Council succeeds in having legal aid grant quashed
A grant of legal aid to appeal against the dismissal of a petition for judicial review has been quashed because the applicant failed to give fair notice of his case to the authority whose decision was challenged.
Lord Woolman in the Court of Session granted a petition by Glasgow City Council against the grant by the Scottish Legal Aid Board of assistance to a man, PQ, who sought to challenge a decision by the council relating to the care of his elderly and infirm mother.
Acting under power of attorney, PQ disagreed with the council's decision, following an assessment of needs, that it would be appropriate to transfer his mother to a residential home rather than continue to fund daily care at her home. After his petition was dismissed in the Outer House he sought legal aid to reclaim. The statutory statement from his solicitors simply said that SLAB had "erred in law in refusing judicial review".
On receipt of this, the council sought further information on the basis for the appeal and represented that it was unreasonable to make further public funds available to PQ. SLAB initially refused to make legal aid available, but after PQ requested a review, reversed its decision. It told the council that it could not make further information available without PQ's consent, which was refused.
PQ's subsequently lodged grounds of appeal stated that the social worker who carried out the review was not properly qualified (in fact she was an experienced social worker who was also qualified as a nurse), as well as challenging the calculation of benefit payments due.
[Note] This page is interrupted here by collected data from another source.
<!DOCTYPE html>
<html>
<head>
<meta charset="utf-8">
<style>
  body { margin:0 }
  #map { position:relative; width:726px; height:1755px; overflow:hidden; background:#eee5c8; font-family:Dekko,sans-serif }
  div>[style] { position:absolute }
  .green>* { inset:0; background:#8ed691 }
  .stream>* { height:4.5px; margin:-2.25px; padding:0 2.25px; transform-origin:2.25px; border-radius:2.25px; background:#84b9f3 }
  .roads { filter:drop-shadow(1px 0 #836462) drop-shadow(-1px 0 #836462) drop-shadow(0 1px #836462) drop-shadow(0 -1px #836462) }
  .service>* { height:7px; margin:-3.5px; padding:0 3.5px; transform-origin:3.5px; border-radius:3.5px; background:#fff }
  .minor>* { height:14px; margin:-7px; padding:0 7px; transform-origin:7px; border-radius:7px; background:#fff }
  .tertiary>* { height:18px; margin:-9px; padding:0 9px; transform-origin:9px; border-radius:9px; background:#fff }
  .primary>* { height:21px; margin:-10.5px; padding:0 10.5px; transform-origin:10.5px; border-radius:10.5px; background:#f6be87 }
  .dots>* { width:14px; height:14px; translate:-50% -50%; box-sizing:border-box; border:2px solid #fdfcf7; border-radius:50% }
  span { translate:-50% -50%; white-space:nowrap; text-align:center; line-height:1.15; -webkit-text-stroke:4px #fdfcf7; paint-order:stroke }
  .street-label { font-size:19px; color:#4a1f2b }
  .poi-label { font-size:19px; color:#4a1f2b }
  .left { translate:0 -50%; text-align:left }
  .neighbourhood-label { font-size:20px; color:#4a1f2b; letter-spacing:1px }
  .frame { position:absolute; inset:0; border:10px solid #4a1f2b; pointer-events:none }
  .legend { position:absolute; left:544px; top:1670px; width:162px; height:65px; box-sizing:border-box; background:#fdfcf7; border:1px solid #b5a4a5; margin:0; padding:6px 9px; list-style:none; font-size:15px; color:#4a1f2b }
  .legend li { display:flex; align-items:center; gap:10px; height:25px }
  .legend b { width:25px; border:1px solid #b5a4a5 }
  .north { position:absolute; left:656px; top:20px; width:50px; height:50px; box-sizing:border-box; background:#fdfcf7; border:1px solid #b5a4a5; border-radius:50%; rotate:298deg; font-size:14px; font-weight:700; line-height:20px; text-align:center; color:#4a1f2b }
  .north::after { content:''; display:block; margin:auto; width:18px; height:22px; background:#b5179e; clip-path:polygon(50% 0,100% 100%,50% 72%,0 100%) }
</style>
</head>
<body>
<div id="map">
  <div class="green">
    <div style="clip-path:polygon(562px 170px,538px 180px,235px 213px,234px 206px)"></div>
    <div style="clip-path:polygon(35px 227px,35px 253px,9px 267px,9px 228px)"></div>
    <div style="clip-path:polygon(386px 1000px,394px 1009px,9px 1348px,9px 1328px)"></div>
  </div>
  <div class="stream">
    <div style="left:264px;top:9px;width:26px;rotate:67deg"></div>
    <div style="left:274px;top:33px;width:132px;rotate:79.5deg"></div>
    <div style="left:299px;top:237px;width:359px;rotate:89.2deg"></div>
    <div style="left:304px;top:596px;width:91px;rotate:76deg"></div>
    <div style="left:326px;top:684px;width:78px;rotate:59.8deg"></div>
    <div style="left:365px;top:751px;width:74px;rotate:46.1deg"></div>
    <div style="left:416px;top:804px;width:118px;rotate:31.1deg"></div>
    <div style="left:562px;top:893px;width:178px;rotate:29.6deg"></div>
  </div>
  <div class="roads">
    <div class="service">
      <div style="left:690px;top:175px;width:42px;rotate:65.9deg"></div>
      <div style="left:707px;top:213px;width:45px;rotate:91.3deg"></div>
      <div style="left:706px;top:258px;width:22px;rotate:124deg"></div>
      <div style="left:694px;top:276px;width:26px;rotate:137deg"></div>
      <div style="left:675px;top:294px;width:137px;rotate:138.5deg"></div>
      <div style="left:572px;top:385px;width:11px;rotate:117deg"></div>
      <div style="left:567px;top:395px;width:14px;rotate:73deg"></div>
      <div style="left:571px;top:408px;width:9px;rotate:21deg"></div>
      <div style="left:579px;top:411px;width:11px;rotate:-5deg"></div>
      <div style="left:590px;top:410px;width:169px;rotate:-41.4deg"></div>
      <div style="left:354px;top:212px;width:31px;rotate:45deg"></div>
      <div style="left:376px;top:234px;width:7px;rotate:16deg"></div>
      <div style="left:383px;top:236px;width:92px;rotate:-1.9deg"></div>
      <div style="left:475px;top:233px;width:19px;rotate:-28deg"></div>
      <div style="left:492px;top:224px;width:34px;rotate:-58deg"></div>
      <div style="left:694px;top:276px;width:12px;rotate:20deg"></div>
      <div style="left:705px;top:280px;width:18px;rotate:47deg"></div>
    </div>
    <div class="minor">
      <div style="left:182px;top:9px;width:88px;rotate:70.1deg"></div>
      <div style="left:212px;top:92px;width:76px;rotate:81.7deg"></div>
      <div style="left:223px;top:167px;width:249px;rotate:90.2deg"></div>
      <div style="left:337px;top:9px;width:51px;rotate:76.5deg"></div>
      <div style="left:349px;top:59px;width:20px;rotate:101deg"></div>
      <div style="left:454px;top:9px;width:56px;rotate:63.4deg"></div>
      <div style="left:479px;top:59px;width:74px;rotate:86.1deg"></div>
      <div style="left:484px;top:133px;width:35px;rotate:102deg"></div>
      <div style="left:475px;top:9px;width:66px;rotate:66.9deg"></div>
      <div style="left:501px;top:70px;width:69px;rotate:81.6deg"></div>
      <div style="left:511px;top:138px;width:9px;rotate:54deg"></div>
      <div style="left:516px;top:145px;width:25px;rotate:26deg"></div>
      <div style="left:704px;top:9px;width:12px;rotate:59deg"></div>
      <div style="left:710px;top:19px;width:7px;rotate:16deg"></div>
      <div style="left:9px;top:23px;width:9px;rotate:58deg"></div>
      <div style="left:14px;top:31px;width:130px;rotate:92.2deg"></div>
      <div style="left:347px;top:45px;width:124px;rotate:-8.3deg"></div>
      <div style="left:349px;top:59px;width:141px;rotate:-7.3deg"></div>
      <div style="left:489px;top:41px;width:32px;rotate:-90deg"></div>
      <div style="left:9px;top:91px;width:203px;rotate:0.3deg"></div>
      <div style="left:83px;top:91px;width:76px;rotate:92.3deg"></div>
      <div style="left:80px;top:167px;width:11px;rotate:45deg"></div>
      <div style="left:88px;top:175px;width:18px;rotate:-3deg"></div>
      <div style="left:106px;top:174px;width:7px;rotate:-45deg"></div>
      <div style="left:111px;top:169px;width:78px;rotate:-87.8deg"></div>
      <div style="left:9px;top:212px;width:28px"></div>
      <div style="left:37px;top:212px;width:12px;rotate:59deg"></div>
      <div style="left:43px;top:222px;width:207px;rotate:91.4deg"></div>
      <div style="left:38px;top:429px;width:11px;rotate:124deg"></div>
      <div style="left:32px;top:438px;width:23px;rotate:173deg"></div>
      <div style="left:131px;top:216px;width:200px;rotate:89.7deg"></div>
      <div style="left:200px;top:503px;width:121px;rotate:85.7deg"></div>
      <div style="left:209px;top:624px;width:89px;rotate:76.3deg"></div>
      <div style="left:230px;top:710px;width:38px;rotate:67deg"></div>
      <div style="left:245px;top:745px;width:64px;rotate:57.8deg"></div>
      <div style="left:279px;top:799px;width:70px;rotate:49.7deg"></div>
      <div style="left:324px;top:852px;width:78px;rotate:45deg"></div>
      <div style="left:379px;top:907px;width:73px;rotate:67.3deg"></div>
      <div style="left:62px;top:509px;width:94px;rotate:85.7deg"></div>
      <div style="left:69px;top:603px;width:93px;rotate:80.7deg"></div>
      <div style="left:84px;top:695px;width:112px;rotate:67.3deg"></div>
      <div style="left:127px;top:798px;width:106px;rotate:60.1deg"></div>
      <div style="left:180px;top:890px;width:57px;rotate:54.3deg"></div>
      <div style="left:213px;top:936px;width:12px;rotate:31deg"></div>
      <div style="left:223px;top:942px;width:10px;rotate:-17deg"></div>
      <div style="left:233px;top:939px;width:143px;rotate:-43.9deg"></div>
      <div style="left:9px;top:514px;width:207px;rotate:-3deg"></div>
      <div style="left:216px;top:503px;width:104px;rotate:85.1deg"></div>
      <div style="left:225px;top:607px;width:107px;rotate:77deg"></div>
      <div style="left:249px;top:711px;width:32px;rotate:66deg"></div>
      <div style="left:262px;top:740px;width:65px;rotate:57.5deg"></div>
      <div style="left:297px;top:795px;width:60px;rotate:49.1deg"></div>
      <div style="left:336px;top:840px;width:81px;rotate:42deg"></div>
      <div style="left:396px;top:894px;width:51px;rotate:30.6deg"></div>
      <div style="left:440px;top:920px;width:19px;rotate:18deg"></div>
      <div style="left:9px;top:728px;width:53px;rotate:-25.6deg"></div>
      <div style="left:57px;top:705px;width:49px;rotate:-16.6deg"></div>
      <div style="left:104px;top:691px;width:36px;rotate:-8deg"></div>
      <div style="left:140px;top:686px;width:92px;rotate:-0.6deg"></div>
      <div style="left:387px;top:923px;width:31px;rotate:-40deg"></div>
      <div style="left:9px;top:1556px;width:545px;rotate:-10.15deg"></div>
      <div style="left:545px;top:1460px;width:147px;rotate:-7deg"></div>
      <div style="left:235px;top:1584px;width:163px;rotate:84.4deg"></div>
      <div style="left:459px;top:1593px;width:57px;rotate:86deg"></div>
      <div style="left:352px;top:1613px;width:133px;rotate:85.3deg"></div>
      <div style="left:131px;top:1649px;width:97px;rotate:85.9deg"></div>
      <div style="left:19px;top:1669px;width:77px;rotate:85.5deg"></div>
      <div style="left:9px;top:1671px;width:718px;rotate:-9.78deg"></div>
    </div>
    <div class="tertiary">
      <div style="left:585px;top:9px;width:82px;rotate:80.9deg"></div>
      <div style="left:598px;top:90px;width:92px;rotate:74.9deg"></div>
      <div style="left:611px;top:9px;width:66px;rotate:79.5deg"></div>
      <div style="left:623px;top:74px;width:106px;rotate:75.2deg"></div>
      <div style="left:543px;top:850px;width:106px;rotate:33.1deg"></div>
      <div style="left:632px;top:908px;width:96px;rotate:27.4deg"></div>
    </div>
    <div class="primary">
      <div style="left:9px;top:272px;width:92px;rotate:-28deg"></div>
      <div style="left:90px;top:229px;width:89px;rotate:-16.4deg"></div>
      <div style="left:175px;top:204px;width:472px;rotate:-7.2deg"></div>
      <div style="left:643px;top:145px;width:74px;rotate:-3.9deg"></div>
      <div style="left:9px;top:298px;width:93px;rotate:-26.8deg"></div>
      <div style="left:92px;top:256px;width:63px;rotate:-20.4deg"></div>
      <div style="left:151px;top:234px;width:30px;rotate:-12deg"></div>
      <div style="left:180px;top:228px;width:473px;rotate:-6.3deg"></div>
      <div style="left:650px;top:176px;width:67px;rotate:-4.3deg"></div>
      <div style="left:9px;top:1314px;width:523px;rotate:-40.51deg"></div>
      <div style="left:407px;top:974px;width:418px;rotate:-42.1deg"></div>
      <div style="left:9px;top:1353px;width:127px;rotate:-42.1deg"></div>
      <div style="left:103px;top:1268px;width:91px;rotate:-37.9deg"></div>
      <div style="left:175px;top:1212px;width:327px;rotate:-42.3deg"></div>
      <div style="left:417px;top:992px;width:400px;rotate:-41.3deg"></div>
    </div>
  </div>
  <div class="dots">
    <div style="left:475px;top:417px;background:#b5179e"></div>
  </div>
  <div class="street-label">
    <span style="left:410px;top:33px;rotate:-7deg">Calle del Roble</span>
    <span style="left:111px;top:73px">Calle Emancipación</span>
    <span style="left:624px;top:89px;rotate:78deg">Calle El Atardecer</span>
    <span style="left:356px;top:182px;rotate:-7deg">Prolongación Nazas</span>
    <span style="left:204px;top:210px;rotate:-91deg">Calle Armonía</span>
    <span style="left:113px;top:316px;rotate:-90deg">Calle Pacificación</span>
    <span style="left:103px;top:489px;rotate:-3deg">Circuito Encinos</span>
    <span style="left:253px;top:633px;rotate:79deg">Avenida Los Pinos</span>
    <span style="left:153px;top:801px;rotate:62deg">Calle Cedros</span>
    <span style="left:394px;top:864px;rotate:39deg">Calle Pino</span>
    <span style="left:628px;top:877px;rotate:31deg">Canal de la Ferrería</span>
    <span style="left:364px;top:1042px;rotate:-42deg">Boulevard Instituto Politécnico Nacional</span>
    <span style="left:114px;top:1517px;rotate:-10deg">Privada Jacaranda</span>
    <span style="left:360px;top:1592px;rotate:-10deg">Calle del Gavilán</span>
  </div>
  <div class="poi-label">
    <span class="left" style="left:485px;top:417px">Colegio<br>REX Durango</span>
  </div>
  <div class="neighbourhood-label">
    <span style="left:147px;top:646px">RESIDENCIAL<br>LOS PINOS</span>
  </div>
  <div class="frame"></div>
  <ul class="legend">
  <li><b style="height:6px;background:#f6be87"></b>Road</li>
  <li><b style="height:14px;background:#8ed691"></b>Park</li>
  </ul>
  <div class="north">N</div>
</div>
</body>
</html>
The council claimed that it should have been able to make detailed representations to SLAB on the former point.
It contended that SLAB infringed the principles of natural justice, procedural propriety, lawfulness, reasonableness and legitimate expectation. SLAB relied on Fife Regional Council v Scottish Legal Aid Board 1994 SLT 96 and submitted that it was concerned to avoid its procedures becoming more legalistic, in particular in having to allocate more of its limited resources to administration, adjudicating on any disputed issues of fact and law and becoming entangled in “satellite litigation”.
Lord Woolman said PQ had not complied with SLAB's guidance or given fair notice of his case to the council. "To do so would have presented no difficulty. He had to inform the Board about the proposed grounds of appeal. Otherwise it could not have decided the application. He should have given the same information to GCC. That would not have involved any breach of confidentiality. If the relevant information was contained in a legal opinion that also contained views about the prospects, PQ could have excerpted the relevant parts or redacted the confidential parts."
He continued: "I wish to emphasise that fairness also applies at the review stage... Applicants who provide no detail of their case in the statutory statement and who also decline to consent to the Board disclosing the relevant information to the opponent, subvert the scheme. They make the application procedure opaque, instead of transparent. They prevent opponents from active participation. That is unfair.
While he accepted that SLAB was bound by the duty of confidentiality in s 34(1) of the Legal Aid (Scotland) Act 1986, it "should have told PQ that it was not prepared to consider his application until he provided sufficient notice of the case to GCC".
The Fife case could be distinguished as the council did not know all the issues in controversy; and in any event was "no longer good law. It is out of kilter with the trend toward greater transparency". SLAB's other concerns were "more appearent than real".
He granted the petition and reduced the decision to grant legal aid.